IX
Lo trágico y la interpretación
Deseo mimético y chivo expiatorio: Girard
El núcleo fundamental de la antropología filosófica de René Girard (1923) consiste en una interpretación del nacimiento de la vida social (y, por tanto, de la transfiguración de la violencia, así como, conjuntamente, de la génesis del mito) basada en la hipótesis del «chivo expiatorio». La comunidad, en su nacimiento, necesita reducir (o bien, controlar) la violencia endógena; pero también debe, no obstante, conservarla y transfigurarla, con el fin de conservar las propias diferencias internas, exorcizando así el riesgo de una recaída en el caos, es decir, de lo «indiferenciado». A esto se remontaría el origen de las prácticas sacrificiales y, por las mismas, de la matanza del chivo expiatorio como acontecimiento fundacional del orden social, así como del consiguiente y gradual desplazamiento de su funcionamiento. Esto contribuiría a explicar el surgimiento de los mitos, cuyo contenido ritual es, según Girard, sustancialmente siempre el mismo (lo que varía sería su representación): el logro del linchamiento, que necesita reconducir de diversas maneras igualmente el nacimiento de las instituciones y de los correspondientes productos del imaginario. Pero, de esta manera, una vez reconducido hacia fundamentos rituales y simbólicos propios, también el logos y el orden impuesto por el mismo no serían otra cosa que la enésima ocultación, el desconocimiento extremo (pero necesario) del violento origen de la comunidad.
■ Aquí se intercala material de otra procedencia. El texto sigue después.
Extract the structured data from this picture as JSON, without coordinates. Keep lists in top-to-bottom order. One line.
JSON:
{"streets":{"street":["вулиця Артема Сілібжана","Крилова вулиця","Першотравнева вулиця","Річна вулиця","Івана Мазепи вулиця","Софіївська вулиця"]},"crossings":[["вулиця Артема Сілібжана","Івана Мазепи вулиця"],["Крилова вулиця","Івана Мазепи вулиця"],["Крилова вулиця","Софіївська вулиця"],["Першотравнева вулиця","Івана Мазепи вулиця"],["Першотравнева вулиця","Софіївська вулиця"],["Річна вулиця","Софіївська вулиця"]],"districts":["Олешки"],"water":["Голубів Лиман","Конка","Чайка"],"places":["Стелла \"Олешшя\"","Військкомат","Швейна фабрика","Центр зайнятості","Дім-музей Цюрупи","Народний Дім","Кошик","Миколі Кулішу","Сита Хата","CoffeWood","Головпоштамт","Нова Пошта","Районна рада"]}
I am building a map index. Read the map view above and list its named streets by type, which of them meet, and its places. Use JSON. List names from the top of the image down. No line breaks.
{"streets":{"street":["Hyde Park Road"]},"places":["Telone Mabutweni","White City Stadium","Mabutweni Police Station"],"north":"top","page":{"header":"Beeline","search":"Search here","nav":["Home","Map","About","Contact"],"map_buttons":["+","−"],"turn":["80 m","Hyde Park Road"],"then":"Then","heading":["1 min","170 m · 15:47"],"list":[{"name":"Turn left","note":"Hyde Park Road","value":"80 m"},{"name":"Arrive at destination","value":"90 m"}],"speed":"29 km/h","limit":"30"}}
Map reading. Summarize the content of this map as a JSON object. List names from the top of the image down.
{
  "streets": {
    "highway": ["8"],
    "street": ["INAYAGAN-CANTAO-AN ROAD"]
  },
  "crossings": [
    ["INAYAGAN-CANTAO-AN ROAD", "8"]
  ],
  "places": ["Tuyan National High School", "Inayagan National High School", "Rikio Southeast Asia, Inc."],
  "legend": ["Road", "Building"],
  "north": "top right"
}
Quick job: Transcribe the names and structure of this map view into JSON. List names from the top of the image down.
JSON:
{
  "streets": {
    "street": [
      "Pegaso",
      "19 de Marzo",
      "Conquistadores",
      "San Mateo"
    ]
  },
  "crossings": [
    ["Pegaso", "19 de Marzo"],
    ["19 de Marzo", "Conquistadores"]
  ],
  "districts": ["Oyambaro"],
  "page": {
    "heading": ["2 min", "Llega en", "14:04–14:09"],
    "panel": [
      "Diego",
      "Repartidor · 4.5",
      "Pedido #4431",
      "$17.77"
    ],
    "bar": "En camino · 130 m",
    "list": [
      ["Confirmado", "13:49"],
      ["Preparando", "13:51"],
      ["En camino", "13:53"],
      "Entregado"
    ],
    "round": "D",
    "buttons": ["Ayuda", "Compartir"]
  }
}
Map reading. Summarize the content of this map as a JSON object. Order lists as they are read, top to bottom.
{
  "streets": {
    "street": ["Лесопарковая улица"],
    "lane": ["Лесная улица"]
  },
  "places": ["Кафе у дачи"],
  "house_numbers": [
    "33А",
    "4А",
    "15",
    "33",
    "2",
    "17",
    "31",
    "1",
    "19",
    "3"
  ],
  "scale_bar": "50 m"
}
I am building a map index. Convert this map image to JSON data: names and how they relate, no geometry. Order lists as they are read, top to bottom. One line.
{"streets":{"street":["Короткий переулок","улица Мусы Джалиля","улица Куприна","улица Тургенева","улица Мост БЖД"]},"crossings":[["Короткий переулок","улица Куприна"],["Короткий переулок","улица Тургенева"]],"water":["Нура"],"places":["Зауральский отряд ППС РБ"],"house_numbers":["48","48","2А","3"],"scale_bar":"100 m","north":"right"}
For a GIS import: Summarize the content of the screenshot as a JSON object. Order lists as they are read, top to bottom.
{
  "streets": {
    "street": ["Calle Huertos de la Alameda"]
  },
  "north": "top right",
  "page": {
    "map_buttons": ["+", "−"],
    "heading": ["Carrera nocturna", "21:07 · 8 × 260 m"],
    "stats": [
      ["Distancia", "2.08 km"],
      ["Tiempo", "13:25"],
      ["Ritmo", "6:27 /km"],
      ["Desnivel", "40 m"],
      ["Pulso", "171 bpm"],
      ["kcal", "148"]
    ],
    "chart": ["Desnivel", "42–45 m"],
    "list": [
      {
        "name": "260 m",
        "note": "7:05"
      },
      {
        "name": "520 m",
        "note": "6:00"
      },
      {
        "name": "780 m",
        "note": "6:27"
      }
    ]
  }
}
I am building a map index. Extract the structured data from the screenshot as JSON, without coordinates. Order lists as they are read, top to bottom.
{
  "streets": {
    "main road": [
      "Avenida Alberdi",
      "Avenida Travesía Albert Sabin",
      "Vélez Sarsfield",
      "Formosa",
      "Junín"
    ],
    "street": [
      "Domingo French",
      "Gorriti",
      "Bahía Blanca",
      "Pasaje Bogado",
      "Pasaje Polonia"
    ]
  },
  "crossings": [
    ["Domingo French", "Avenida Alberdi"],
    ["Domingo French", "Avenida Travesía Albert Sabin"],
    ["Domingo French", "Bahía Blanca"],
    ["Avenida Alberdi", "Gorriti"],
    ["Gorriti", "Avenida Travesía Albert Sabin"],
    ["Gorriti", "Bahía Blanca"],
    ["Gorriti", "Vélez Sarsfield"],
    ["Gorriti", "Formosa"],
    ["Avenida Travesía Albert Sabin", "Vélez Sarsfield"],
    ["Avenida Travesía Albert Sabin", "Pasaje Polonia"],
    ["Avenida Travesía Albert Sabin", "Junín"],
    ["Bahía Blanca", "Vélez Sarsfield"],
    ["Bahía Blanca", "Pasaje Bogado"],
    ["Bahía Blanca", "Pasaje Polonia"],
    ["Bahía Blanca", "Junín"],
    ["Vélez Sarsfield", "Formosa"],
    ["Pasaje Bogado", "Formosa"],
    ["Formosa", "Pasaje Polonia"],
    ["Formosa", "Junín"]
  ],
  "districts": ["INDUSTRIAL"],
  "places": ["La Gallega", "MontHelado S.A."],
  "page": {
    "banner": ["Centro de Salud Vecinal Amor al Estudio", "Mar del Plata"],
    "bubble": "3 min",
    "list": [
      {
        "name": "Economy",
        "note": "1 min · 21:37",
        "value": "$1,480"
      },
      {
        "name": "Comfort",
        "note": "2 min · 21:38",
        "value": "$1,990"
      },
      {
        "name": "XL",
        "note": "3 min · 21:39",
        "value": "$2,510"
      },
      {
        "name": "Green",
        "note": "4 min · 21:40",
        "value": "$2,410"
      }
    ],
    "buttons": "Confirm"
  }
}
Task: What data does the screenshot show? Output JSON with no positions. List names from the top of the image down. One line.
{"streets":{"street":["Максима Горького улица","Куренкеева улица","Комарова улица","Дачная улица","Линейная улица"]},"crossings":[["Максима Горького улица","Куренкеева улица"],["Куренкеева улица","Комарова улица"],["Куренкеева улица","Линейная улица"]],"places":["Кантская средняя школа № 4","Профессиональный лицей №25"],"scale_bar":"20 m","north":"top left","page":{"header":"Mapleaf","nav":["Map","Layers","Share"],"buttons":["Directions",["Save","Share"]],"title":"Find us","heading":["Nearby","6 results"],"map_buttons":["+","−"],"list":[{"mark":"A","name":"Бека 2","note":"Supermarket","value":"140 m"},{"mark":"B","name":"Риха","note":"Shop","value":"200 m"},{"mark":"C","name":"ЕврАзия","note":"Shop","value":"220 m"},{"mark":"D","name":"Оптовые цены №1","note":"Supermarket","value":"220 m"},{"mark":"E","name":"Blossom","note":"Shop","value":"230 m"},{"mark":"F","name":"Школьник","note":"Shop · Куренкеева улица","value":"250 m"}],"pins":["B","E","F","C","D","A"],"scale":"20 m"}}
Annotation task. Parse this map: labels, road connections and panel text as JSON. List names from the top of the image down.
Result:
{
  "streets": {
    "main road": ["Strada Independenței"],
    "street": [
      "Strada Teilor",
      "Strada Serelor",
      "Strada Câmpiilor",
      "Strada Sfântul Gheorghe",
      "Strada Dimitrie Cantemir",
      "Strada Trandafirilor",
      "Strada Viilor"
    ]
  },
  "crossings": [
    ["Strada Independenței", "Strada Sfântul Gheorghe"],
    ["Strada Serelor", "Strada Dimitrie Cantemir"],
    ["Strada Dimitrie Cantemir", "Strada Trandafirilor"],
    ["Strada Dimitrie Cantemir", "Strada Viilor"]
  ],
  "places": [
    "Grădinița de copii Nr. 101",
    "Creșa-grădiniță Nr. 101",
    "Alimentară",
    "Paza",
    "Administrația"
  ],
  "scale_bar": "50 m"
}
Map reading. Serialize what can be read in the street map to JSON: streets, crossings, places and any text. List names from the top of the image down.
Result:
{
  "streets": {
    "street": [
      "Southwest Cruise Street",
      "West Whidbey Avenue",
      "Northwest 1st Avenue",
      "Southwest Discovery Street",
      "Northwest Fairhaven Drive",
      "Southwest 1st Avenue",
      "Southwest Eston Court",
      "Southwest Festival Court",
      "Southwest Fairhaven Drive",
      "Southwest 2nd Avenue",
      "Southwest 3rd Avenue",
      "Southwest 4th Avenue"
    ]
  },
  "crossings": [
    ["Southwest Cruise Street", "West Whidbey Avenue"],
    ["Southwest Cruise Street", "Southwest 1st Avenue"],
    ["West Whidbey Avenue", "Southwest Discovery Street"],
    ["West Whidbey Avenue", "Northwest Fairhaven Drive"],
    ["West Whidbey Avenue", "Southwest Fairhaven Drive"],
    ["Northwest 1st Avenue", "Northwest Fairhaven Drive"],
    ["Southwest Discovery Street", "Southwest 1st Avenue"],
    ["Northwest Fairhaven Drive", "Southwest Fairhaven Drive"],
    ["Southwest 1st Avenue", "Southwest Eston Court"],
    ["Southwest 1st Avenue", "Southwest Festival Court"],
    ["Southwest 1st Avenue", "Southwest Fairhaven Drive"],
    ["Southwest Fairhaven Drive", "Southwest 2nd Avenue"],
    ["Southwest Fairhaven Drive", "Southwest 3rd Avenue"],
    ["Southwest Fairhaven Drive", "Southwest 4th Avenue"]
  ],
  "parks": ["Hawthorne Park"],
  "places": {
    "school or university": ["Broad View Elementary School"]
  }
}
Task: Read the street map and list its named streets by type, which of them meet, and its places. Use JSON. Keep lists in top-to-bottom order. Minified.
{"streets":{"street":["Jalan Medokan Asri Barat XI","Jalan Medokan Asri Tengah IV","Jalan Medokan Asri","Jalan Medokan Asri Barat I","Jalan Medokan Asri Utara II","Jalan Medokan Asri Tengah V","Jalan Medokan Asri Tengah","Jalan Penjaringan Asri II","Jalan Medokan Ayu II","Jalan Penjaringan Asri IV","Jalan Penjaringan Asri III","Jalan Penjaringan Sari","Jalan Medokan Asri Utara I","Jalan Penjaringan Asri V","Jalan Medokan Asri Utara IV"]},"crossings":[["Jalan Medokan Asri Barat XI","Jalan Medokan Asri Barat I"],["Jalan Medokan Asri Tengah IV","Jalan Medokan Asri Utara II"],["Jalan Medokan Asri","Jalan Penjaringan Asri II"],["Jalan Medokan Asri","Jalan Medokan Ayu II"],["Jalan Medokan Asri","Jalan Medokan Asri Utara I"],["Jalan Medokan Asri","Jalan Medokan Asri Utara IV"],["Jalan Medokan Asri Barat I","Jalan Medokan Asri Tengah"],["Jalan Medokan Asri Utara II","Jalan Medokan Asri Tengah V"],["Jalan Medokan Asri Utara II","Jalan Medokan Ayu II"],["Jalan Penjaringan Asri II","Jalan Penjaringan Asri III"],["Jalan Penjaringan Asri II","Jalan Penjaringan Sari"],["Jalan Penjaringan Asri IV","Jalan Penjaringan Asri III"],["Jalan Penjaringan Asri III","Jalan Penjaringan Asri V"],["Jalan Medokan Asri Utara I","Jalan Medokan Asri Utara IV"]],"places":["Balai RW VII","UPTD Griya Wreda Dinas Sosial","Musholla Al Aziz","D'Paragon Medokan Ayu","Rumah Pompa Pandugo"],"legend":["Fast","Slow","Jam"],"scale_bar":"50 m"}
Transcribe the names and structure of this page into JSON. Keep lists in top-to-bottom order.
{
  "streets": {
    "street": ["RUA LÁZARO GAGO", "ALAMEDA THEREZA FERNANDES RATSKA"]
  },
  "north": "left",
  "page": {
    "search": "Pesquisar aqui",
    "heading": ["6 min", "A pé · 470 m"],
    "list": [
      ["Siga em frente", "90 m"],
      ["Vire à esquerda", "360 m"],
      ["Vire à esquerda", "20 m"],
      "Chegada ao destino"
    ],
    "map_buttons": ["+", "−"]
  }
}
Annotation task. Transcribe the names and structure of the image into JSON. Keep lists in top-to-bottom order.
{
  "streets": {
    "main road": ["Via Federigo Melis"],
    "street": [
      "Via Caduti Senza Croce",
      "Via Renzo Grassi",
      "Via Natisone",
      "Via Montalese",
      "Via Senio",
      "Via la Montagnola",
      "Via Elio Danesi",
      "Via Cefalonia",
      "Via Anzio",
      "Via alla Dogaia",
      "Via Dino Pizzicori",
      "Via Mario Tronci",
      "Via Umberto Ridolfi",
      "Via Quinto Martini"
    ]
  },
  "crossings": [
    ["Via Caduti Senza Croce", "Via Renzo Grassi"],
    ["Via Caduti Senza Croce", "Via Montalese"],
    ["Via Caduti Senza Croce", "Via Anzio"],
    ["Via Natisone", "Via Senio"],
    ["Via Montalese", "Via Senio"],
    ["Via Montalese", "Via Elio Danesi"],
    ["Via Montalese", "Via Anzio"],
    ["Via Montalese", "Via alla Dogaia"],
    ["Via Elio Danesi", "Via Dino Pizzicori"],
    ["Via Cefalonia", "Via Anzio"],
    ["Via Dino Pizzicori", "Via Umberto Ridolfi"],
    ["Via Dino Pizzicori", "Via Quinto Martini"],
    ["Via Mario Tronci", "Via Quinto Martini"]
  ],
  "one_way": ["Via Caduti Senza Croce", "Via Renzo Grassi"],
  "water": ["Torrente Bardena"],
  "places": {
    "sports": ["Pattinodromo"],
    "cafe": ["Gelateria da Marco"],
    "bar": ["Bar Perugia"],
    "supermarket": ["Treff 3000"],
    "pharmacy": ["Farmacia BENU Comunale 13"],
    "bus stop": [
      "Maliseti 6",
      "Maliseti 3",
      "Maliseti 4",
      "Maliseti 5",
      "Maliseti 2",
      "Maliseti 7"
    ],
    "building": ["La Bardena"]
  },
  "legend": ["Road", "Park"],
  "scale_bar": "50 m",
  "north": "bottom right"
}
En este marco, la tragedia es interpretada por el antropólogo francés como un acontecimiento estético-representativo en el que «se conserva el ocultamiento y en el que este espera ser reconocido en cuanto tal». Como escribe Girard:
Los historiadores están de acuerdo en situar a la tragedia griega en un período de transición entre un orden religioso arcaico y el orden más «moderno», estatal y judicial. Antes de entrar en decadencia, el orden arcaico debió de conocer cierta estabilidad, la cual no pudo apoyarse sino en el momento religioso, es decir, en el rito del sacrificio1.
La función de la tragedia consiste pues precisamente en explicitar aquella «contradicción de la estética mítica»2 que, sin embargo, debe permanecer excluida del logos: el concepto de «crisis sacrificial», pues esta es la forma más idónea para vehicular las dinámicas de sentido de dicho proceso.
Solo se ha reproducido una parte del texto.